-- To do --
How many lines of the entries below contain the string "restore"? State the number alone.

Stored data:
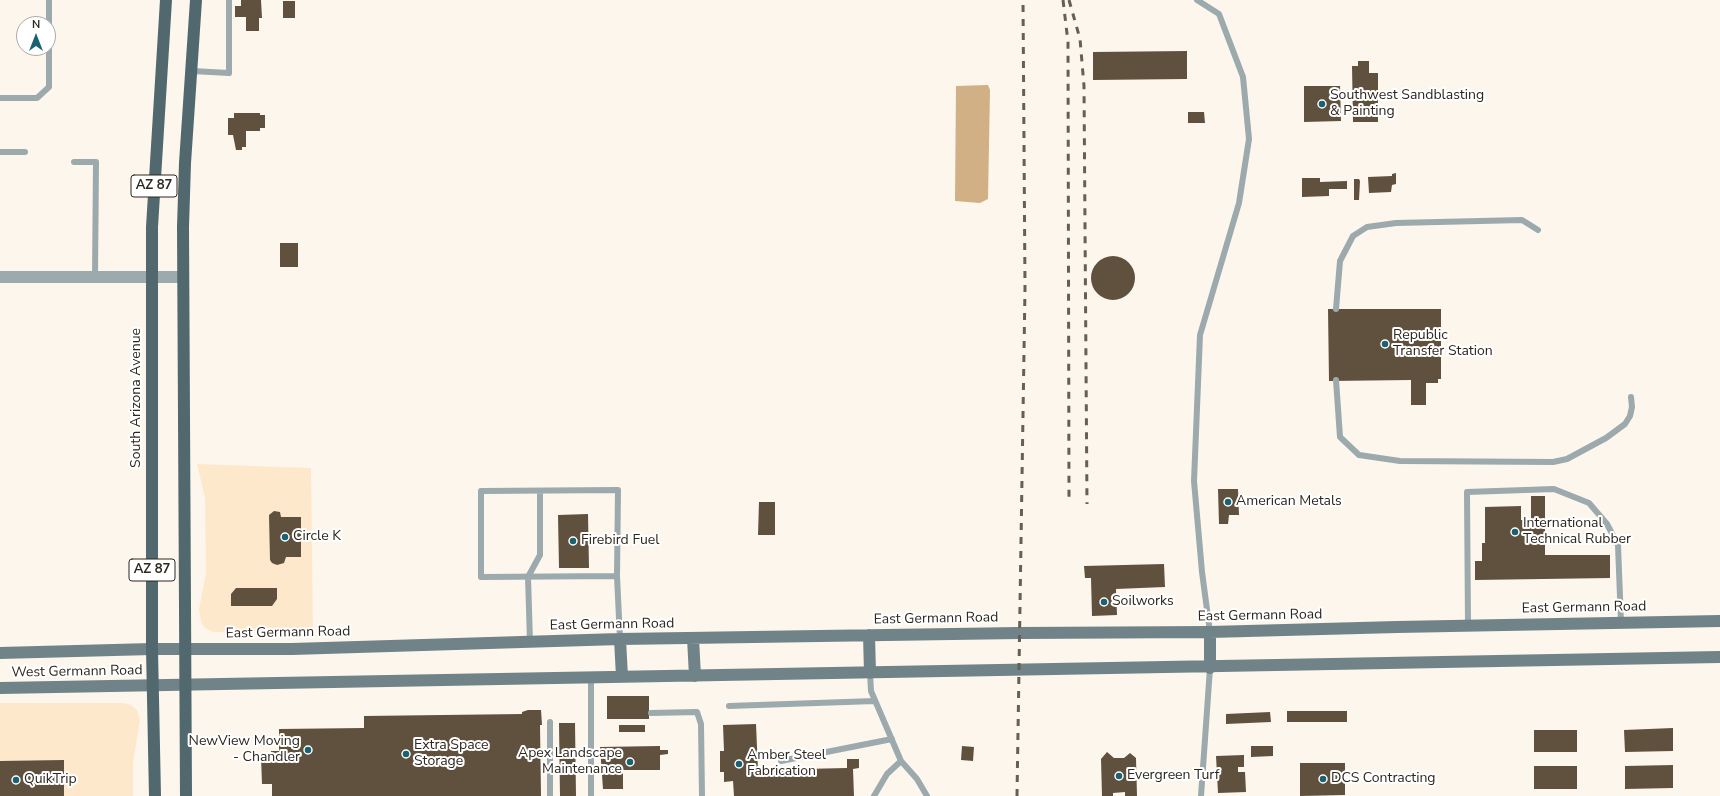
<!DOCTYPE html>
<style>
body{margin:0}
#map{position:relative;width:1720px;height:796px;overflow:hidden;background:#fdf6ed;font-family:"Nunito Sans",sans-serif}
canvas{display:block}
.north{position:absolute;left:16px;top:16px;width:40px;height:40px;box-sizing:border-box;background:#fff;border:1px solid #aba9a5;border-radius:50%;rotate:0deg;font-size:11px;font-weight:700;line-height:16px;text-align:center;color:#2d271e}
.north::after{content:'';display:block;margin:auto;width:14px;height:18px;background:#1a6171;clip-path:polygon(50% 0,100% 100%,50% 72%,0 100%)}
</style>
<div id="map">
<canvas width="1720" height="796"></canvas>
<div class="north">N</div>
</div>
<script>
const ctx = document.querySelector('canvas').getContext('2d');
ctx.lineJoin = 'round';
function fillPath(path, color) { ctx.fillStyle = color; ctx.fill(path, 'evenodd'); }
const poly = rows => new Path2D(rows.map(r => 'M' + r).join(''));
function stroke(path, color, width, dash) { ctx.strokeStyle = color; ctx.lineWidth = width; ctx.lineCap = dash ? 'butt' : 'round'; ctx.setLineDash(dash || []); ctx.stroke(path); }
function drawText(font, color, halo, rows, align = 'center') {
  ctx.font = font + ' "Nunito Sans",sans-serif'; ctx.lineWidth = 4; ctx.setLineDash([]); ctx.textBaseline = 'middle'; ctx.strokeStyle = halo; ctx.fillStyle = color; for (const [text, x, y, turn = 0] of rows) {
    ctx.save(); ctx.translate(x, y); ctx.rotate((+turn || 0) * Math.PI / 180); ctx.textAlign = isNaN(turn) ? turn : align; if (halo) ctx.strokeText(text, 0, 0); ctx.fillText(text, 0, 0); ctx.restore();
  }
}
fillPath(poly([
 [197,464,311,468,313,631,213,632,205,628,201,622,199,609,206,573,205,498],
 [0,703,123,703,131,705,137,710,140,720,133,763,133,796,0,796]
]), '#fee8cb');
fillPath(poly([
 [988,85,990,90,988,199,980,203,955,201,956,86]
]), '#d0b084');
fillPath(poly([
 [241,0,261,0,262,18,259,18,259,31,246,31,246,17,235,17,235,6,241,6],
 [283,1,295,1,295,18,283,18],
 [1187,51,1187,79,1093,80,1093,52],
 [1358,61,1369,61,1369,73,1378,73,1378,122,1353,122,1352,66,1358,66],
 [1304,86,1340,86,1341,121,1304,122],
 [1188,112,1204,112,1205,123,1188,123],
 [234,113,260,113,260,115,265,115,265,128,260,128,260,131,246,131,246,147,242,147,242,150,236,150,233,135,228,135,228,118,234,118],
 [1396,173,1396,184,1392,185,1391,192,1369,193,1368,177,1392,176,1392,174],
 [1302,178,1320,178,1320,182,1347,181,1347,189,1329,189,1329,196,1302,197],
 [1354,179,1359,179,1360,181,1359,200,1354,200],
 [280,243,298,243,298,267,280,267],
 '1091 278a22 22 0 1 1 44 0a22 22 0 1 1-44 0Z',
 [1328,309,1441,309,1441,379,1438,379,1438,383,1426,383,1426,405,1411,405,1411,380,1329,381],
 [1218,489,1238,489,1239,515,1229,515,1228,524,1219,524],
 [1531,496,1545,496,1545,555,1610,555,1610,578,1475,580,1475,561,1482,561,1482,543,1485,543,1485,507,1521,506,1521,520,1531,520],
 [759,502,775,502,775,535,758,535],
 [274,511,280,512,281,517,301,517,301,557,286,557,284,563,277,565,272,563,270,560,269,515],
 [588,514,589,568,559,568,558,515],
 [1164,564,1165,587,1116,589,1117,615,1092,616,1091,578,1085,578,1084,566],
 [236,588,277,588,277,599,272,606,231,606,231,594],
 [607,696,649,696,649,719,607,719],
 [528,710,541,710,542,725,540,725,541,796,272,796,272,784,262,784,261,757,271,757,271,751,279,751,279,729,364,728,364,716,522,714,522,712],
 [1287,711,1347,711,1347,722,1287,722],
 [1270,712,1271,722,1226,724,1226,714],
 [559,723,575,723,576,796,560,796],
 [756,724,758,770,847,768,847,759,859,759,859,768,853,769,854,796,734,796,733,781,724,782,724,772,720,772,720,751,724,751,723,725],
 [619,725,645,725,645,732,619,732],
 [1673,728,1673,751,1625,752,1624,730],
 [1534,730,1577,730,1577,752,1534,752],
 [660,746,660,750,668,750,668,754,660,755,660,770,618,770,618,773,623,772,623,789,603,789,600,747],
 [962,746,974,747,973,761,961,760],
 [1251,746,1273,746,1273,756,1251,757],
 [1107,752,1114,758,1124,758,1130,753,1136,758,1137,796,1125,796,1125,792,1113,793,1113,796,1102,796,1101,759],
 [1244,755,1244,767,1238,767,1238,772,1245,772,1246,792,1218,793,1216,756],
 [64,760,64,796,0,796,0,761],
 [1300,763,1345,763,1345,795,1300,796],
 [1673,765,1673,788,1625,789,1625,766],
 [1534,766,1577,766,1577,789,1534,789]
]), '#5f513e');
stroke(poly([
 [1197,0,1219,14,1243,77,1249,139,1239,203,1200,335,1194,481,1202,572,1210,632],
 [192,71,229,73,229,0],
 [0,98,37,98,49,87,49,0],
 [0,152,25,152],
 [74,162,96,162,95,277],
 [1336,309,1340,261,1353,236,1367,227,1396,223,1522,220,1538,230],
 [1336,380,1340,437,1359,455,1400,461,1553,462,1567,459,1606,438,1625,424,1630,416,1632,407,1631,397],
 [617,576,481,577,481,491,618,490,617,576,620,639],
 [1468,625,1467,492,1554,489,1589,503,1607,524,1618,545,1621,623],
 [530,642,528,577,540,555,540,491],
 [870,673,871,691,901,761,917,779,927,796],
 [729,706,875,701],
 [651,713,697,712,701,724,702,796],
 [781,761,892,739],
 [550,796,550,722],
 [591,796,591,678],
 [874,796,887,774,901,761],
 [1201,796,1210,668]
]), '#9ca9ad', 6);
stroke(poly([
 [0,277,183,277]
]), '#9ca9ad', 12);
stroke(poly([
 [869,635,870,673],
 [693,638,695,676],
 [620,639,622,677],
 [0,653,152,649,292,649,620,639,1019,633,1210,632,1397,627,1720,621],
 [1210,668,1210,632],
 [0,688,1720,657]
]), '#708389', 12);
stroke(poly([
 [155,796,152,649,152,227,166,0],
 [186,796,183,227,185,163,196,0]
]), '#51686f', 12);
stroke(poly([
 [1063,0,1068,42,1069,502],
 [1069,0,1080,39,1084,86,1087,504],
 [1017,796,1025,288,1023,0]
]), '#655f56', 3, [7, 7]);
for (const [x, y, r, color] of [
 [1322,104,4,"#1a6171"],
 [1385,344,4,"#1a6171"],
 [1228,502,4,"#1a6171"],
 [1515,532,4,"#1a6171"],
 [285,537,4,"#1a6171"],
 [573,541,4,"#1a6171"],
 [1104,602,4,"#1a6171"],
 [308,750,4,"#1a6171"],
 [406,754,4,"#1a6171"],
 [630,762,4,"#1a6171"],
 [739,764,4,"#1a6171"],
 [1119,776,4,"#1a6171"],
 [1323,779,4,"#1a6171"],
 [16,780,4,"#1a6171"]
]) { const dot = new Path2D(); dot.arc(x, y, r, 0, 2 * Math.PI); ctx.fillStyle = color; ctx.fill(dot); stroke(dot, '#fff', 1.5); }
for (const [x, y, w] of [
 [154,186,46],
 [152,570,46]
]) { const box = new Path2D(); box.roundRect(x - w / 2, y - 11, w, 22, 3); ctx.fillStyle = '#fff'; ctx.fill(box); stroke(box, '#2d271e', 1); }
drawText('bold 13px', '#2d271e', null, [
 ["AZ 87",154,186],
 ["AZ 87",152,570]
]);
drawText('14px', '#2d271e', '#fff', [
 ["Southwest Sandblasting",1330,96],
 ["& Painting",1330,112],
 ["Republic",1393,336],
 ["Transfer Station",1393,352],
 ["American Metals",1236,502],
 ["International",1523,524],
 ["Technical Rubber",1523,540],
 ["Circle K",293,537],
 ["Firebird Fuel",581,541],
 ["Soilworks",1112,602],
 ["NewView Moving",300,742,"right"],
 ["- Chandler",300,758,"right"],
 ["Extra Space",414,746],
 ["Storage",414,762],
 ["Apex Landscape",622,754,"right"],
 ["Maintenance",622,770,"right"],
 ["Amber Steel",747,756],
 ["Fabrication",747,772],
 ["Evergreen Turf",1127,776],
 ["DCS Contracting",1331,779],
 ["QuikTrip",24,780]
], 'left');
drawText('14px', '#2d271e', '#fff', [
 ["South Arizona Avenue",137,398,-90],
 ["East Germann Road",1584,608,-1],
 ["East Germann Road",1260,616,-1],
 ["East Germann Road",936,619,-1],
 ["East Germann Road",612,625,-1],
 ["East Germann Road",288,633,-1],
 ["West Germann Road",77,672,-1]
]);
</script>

==

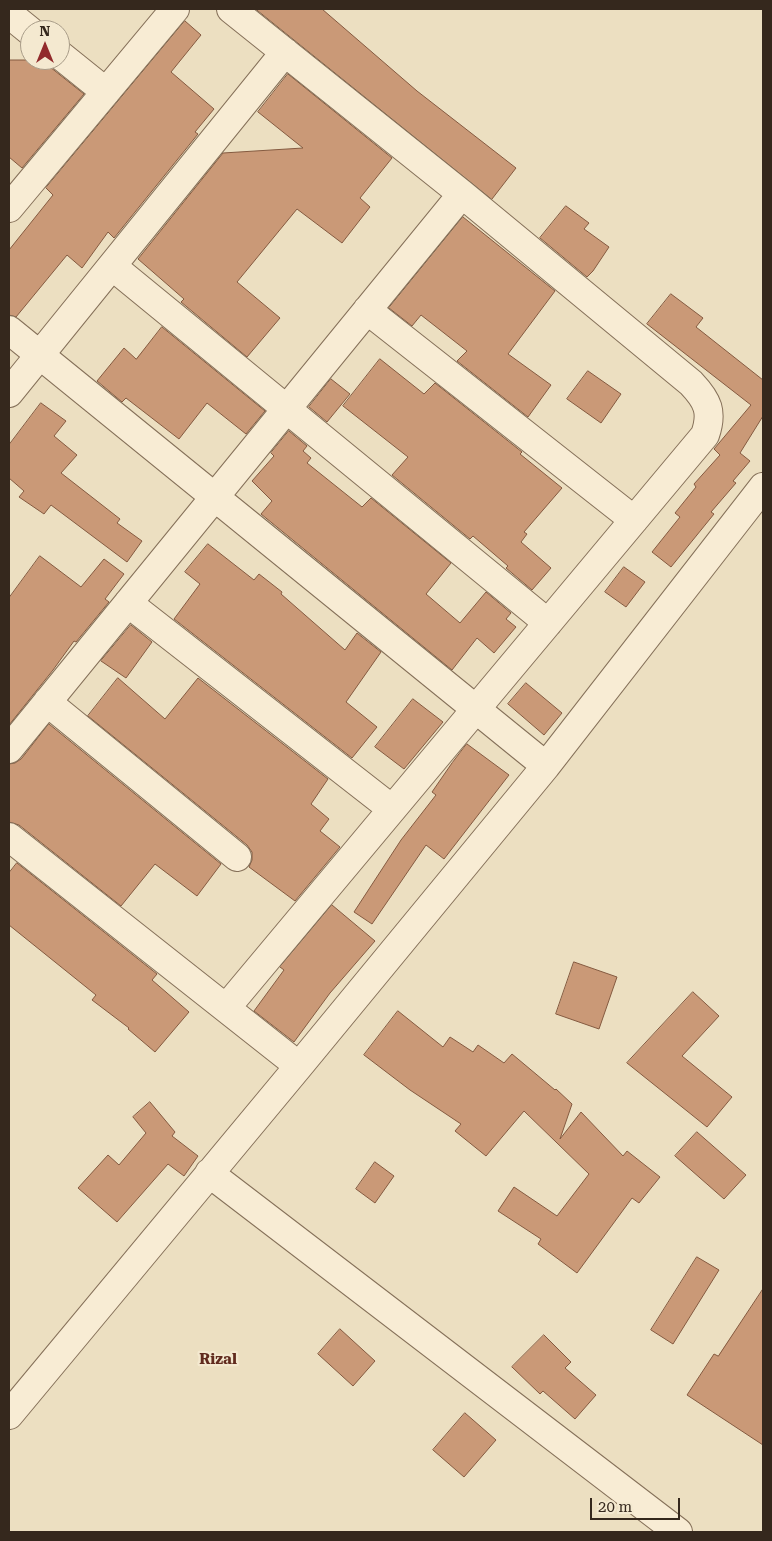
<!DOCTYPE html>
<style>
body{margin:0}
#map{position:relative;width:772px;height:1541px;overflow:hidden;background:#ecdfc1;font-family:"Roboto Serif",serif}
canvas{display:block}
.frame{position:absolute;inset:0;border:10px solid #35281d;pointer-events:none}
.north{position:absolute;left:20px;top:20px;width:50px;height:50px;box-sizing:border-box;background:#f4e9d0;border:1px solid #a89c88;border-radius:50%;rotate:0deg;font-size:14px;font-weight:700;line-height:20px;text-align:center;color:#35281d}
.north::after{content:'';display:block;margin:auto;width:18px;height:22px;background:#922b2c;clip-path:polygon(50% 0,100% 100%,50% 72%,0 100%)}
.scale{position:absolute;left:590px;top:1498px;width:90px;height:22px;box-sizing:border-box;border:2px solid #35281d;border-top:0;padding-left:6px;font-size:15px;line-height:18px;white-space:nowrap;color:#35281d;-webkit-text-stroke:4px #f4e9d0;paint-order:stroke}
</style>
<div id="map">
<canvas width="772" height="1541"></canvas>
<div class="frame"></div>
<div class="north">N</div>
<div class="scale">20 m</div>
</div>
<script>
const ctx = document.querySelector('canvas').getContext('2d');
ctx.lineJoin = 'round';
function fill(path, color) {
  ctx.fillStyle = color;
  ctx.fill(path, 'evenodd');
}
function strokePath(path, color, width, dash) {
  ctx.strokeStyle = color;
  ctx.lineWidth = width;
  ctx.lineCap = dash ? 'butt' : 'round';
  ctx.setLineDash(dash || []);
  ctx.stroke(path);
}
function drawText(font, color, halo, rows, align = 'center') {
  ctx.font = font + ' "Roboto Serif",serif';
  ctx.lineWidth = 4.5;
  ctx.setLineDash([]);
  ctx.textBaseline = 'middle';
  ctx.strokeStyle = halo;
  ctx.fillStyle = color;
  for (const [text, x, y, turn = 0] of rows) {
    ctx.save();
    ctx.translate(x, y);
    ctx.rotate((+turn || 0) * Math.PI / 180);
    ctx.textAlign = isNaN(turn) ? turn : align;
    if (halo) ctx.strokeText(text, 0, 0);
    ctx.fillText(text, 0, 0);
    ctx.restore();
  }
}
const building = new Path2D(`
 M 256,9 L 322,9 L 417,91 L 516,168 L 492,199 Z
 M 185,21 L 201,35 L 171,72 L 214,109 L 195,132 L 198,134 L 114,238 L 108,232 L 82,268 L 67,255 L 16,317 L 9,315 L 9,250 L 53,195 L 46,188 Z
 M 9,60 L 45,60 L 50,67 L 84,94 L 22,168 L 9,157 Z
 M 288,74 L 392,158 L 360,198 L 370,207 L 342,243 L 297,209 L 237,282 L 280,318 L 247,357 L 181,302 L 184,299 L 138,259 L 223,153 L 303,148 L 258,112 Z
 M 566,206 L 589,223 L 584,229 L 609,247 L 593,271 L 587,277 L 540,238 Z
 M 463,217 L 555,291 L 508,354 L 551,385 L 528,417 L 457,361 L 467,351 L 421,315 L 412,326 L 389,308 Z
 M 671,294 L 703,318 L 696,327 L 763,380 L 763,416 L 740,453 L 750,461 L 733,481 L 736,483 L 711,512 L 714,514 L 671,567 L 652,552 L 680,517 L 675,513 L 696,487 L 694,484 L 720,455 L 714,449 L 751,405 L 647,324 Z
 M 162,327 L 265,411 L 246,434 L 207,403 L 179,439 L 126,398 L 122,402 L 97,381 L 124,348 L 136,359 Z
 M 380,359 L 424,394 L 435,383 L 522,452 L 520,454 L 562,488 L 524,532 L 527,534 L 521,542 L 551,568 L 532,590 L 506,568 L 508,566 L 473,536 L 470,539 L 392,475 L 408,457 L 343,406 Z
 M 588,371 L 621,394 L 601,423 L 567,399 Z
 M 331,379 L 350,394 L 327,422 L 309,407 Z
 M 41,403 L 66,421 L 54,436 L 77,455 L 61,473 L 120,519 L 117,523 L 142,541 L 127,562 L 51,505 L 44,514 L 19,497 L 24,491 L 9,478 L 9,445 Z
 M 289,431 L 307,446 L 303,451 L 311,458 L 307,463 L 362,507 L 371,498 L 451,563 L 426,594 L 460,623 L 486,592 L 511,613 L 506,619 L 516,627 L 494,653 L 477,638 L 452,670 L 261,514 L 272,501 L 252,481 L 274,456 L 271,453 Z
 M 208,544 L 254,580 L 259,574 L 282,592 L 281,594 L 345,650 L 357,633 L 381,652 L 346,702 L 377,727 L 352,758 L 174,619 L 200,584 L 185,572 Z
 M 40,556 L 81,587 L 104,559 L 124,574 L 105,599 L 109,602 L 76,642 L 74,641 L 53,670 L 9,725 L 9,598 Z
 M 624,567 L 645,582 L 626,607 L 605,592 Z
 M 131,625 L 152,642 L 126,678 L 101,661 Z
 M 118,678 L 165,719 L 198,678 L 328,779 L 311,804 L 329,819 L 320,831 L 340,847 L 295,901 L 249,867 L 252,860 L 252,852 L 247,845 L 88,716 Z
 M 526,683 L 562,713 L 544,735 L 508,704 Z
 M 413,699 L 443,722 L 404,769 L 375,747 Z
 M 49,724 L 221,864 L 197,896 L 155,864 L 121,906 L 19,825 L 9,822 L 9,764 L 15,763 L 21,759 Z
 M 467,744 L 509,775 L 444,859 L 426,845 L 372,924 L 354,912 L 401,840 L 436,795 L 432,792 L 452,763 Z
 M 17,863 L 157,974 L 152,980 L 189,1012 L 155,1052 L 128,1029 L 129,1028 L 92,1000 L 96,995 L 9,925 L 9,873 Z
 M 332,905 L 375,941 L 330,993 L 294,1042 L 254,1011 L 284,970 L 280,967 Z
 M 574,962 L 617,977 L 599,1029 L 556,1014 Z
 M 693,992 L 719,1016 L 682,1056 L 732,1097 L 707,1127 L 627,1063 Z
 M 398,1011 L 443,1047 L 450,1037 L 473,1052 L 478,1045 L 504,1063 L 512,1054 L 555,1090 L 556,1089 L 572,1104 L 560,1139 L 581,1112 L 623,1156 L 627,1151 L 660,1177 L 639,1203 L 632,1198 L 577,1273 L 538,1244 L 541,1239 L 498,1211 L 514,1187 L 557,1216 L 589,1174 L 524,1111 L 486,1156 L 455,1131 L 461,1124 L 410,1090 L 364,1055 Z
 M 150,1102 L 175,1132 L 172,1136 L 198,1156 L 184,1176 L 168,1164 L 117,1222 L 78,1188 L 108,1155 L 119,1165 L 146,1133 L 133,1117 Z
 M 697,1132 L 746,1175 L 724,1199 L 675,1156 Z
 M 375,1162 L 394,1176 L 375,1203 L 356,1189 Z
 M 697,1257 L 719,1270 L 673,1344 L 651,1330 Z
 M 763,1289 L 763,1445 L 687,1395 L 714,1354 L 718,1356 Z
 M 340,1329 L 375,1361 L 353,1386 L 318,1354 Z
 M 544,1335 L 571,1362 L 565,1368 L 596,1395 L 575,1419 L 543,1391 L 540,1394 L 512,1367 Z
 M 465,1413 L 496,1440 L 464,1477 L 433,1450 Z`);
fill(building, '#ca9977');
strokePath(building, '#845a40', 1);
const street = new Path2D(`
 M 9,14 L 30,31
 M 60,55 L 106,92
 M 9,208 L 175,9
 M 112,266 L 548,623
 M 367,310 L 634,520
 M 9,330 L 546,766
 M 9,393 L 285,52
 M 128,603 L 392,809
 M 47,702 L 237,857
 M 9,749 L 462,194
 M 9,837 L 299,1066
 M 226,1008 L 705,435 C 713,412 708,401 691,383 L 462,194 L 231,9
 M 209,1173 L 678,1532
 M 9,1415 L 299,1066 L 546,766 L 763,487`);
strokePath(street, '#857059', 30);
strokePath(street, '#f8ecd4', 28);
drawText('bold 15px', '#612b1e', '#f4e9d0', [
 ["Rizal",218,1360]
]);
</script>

-- Solution --
2